- **AVAILABLE DATA**:

—————

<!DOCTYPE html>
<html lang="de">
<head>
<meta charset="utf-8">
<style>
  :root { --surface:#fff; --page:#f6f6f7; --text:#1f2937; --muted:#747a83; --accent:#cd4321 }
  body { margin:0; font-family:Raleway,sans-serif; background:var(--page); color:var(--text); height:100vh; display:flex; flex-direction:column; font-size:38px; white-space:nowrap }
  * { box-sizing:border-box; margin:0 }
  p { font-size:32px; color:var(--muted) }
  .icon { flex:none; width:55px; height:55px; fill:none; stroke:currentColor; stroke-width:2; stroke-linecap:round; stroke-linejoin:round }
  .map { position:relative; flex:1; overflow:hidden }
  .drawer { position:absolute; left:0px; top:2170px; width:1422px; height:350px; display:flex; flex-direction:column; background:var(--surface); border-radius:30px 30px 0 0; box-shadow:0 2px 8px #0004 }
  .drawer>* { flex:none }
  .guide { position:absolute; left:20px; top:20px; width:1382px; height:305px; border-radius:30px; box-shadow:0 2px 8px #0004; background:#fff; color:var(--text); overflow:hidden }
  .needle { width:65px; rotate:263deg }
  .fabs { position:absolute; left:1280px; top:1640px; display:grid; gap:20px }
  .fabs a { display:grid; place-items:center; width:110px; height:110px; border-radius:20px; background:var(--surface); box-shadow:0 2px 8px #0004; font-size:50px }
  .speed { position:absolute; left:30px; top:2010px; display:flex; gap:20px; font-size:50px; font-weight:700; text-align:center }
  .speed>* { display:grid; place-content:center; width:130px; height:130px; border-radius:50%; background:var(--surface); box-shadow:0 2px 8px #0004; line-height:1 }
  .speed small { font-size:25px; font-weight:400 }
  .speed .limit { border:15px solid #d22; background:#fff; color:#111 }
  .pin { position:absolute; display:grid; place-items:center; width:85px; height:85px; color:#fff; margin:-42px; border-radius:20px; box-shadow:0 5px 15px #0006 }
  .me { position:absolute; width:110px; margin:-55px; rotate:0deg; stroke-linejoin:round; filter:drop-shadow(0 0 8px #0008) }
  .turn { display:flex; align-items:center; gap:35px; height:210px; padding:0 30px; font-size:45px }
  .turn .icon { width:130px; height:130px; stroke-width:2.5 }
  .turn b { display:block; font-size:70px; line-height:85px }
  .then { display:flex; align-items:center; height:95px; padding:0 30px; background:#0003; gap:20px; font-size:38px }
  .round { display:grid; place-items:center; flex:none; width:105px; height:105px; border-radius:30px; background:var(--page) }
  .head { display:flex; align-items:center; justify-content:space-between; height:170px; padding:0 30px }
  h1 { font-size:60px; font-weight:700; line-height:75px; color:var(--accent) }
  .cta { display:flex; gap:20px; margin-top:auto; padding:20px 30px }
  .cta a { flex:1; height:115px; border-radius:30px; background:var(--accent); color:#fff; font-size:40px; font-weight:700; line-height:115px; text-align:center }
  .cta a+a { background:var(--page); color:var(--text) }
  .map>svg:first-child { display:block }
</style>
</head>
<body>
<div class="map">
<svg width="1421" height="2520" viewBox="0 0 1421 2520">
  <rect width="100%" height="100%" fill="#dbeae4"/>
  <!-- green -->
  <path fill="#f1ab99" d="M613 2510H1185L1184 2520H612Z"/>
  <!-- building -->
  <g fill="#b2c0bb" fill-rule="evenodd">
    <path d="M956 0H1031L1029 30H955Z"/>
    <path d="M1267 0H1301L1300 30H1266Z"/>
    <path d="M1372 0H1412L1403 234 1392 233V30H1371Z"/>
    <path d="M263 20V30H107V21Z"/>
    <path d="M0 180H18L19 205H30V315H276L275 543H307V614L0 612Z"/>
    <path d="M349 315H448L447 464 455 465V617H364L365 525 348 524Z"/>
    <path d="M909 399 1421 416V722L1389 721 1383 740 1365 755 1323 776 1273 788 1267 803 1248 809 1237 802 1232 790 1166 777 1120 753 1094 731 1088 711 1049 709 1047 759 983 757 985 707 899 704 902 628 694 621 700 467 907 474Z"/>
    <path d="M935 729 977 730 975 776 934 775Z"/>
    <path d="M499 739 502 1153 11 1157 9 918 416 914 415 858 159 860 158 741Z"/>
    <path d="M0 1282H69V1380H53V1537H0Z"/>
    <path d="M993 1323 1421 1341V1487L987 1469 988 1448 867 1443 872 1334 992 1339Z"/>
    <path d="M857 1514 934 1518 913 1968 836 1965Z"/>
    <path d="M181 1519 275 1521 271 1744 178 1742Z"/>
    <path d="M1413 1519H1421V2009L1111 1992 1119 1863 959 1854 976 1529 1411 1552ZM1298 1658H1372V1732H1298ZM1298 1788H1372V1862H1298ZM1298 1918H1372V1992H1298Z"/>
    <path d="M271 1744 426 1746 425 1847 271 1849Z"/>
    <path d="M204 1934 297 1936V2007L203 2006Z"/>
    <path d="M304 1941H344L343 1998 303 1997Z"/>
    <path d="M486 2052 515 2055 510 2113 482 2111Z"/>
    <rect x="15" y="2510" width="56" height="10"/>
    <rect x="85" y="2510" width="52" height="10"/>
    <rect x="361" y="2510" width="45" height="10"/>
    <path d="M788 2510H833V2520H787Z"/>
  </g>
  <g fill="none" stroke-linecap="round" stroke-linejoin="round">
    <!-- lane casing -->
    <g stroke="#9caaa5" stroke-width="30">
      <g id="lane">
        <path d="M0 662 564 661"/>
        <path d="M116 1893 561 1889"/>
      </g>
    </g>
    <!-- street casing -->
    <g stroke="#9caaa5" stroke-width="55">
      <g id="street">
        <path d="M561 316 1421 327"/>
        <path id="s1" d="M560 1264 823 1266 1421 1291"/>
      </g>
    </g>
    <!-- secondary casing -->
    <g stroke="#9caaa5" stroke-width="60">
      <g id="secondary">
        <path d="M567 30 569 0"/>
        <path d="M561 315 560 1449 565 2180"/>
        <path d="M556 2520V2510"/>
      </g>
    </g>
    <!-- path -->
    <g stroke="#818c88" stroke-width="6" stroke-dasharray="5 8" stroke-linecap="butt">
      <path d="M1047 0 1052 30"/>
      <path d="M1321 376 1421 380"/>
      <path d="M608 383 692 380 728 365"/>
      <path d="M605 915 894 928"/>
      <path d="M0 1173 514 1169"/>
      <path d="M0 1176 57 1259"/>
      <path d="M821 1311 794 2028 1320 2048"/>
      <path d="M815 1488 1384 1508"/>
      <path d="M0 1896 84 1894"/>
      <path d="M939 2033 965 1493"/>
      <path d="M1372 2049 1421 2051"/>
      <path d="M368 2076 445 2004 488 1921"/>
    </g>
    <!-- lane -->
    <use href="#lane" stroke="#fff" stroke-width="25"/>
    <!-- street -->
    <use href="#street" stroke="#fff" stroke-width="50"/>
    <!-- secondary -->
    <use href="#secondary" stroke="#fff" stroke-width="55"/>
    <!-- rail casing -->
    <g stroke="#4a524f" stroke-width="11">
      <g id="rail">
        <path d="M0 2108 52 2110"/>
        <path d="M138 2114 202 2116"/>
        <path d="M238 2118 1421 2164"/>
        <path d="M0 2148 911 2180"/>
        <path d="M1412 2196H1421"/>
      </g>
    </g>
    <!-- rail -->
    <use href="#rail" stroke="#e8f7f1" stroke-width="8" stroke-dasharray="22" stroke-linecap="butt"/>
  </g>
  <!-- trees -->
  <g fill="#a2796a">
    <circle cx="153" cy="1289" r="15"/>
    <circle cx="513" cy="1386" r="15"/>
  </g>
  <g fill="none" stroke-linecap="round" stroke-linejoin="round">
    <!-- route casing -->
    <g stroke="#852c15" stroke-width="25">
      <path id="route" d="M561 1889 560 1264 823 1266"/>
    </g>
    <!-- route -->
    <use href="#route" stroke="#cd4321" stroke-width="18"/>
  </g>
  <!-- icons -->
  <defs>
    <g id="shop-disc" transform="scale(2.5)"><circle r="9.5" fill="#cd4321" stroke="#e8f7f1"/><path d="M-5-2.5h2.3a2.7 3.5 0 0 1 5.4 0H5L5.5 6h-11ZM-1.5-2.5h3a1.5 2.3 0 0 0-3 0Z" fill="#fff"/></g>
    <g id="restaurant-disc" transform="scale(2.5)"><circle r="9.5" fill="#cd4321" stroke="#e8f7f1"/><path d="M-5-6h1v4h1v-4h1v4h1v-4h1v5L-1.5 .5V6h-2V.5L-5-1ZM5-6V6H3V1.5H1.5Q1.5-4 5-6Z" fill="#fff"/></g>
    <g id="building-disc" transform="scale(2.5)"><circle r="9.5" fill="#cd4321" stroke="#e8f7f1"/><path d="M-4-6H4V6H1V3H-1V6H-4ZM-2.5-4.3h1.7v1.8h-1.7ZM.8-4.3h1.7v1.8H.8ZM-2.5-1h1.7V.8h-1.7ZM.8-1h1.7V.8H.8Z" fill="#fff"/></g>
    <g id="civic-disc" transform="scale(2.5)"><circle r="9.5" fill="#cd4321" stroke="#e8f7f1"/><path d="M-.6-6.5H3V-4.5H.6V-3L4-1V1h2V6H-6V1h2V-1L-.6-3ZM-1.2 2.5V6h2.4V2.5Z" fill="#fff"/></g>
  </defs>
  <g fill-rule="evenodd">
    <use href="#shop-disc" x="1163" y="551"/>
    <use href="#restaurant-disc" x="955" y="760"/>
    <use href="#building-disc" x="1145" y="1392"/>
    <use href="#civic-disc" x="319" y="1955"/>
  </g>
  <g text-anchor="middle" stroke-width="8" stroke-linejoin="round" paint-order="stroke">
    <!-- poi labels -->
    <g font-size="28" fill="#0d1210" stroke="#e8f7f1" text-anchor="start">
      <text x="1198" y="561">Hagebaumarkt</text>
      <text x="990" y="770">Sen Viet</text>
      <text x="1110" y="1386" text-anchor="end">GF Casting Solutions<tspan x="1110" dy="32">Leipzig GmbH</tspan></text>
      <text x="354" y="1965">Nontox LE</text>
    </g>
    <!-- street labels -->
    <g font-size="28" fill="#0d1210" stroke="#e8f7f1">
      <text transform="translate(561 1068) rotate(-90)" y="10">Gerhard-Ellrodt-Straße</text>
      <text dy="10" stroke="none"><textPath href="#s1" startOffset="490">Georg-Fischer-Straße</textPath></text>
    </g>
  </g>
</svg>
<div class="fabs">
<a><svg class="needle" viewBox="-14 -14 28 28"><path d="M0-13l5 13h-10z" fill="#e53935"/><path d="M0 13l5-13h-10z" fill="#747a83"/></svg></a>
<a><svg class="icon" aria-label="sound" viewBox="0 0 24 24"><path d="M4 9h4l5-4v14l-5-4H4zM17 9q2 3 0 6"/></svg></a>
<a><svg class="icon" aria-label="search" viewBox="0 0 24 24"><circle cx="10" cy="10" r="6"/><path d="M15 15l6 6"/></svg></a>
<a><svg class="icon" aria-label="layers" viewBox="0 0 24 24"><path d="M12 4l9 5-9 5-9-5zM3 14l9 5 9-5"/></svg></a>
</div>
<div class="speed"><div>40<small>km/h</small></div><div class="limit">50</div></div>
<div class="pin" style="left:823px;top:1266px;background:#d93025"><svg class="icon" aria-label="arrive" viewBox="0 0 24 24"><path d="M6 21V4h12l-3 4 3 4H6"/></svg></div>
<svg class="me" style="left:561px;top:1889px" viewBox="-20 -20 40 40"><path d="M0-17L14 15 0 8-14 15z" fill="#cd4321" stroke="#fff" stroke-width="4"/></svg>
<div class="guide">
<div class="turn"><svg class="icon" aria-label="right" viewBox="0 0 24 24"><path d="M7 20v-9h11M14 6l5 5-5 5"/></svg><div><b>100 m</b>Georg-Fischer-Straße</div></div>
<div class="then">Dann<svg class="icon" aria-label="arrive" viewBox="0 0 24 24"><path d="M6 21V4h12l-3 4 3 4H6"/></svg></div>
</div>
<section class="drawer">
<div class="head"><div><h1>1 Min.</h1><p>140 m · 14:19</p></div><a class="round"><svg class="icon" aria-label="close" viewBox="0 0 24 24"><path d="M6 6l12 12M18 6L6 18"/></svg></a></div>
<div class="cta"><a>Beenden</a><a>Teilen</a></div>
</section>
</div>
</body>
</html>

—————

Up to and including the line with "position:absolute; left:1280px; top:1640px;", print every line of the material above, starting from its first line, exactly.

<!DOCTYPE html>
<html lang="de">
<head>
<meta charset="utf-8">
<style>
  :root { --surface:#fff; --page:#f6f6f7; --text:#1f2937; --muted:#747a83; --accent:#cd4321 }
  body { margin:0; font-family:Raleway,sans-serif; background:var(--page); color:var(--text); height:100vh; display:flex; flex-direction:column; font-size:38px; white-space:nowrap }
  * { box-sizing:border-box; margin:0 }
  p { font-size:32px; color:var(--muted) }
  .icon { flex:none; width:55px; height:55px; fill:none; stroke:currentColor; stroke-width:2; stroke-linecap:round; stroke-linejoin:round }
  .map { position:relative; flex:1; overflow:hidden }
  .drawer { position:absolute; left:0px; top:2170px; width:1422px; height:350px; display:flex; flex-direction:column; background:var(--surface); border-radius:30px 30px 0 0; box-shadow:0 2px 8px #0004 }
  .drawer>* { flex:none }
  .guide { position:absolute; left:20px; top:20px; width:1382px; height:305px; border-radius:30px; box-shadow:0 2px 8px #0004; background:#fff; color:var(--text); overflow:hidden }
  .needle { width:65px; rotate:263deg }
  .fabs { position:absolute; left:1280px; top:1640px; display:grid; gap:20px }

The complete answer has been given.